A settembre 2016, Eleonora Carburi, di Tarquinia in provincia di Viterbo, ha affrontato con successo il suo ultimo esame e, ora, si prepara alla consegna della tesi finale per specializzarsi nell’ambito dell’assistenza all’infanzia. Già professionalmente attiva come assistente al sostegno in scuole dell’infanzia ed elementari, Eleonora ci racconta perché ha scelto di lavorare nel sociale e quali sono i sogni per il futuro.

Ciao Eleonora, che cosa ti ha portata a scegliere l’ambito del sociale?
La mia famiglia è molto attiva nel settore: sia mia madre, sia mia sorella svolgono professioni affini alla mia. Sento una predisposizione caratteriale in quello che faccio e, ora, sono ancora più sicura di aver intrapreso la strada giusta.

Secondo te, quali sono le caratteristiche fondamentali per lavorare con i bambini?
In qualsiasi ambito del sociale, non solo in quello dell’assistenza all’infanzia, è fondamentale ricordarsi che si ha a che fare con persone tutte diverse tra loro. Di conseguenza, bisogna essere disposti ad ascoltare, capire e aiutare senza giudicare. La sensibilità è sicuramente una caratteristica imprescindibile, ma servono anche coraggio, forza e sicurezza.

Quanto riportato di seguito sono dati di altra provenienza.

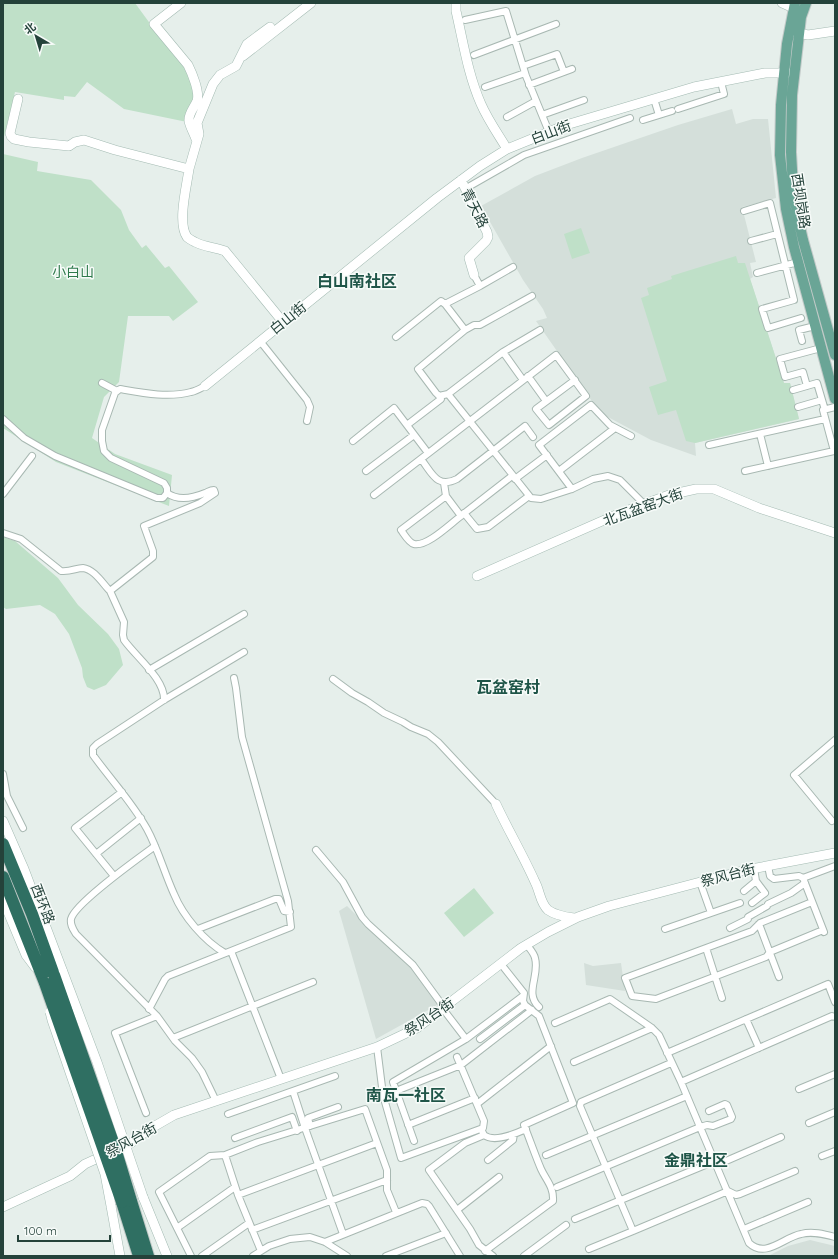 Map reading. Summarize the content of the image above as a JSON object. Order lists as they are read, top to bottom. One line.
{"streets":{"highway":["西环路"],"main road":["西坝岗路"],"street":["白山街","青天路","北瓦盆窑大街","祭风台街"]},"crossings":[["白山街","西坝岗路"],["白山街","青天路"]],"districts":["白山南社区","瓦盆窑村","南瓦一社区","金鼎社区"],"parks":["小白山"],"scale_bar":"100 m","north":"top left"}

«Ascoltare, capire e aiutare senza giudicare: le 3 caratteristiche per lavorare nel sociale»

Raccontaci di che cosa ti stai occupando in questo momento
Al momento svolgo un servizio di assistenza a una maestra di sostegno. Seguo quindi dei bambini che frequentano scuole dell’infanzia ed elementari. Posso ritenermi molto fortunata: il rapporto con le altre maestre è ottimo e, naturalmente, anche quello con i bambini.

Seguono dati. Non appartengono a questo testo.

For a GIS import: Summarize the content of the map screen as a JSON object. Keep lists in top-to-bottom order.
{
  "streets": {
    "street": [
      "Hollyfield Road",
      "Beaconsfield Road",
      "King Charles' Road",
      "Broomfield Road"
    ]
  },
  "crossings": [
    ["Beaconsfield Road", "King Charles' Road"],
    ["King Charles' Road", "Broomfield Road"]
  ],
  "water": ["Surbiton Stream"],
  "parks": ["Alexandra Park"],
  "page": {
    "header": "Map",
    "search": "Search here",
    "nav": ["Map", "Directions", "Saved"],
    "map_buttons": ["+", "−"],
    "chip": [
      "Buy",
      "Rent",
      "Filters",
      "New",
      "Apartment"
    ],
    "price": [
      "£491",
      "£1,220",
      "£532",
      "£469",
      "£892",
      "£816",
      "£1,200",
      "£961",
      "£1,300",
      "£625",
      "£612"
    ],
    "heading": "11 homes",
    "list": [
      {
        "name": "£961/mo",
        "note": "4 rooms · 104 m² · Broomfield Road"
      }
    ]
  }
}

Quali sono i tuoi sogni per il futuro?
Da piccola sognavo di diventare maestra. Poi, con il tempo e frequentando il corso per diventare Assistente all’infanzia dell’Istituto Cortivo, ho cambiato le mie prospettive e ho capito che il mio vero sogno è diventare una maestra di sostegno. Ora che ho le basi per realizzarlo, sento di potercela fare.

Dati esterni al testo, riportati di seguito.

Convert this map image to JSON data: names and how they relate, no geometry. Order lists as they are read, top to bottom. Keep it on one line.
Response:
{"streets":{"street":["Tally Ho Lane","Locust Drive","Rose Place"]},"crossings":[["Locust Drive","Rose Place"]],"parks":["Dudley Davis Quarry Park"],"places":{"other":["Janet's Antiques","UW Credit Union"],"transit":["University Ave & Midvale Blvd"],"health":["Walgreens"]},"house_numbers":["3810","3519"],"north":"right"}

Quanto incide la tua vita professionale in quella personale?
Chi ha il sogno di lavorare nell’ambito del sociale ha inevitabilmente anche una predisposizione caratteriale per farlo. La vita professionale incide sicuramente anche in quella personale, in modo del tutto positivo. Ad esempio, a volte mi rendo conto che, con le mie nipoti, metto in atto una serie di comportamenti ormai automatizzati che ho acquisito studiando e lavorando.

«Per me, il mio lavoro non è un lavoro, è la mia passione, la mia realizzazione»

Che consigli daresti alla te stessa di 5 anni fa?
Studia, studia, studia. È molto importante arrivare alla pratica con una buona base teorica alle spalle. Il mio sogno di diventare maestra di sostegno non può prescindere da un percorso formativo ad hoc. Ora che l’Istituto Cortivo mi ha trasmesso le basi per lavorare nell’ambito del sociale, affronterò sicuramente tutti gli ulteriori approfondimenti da una prospettiva diversa e molto più matura.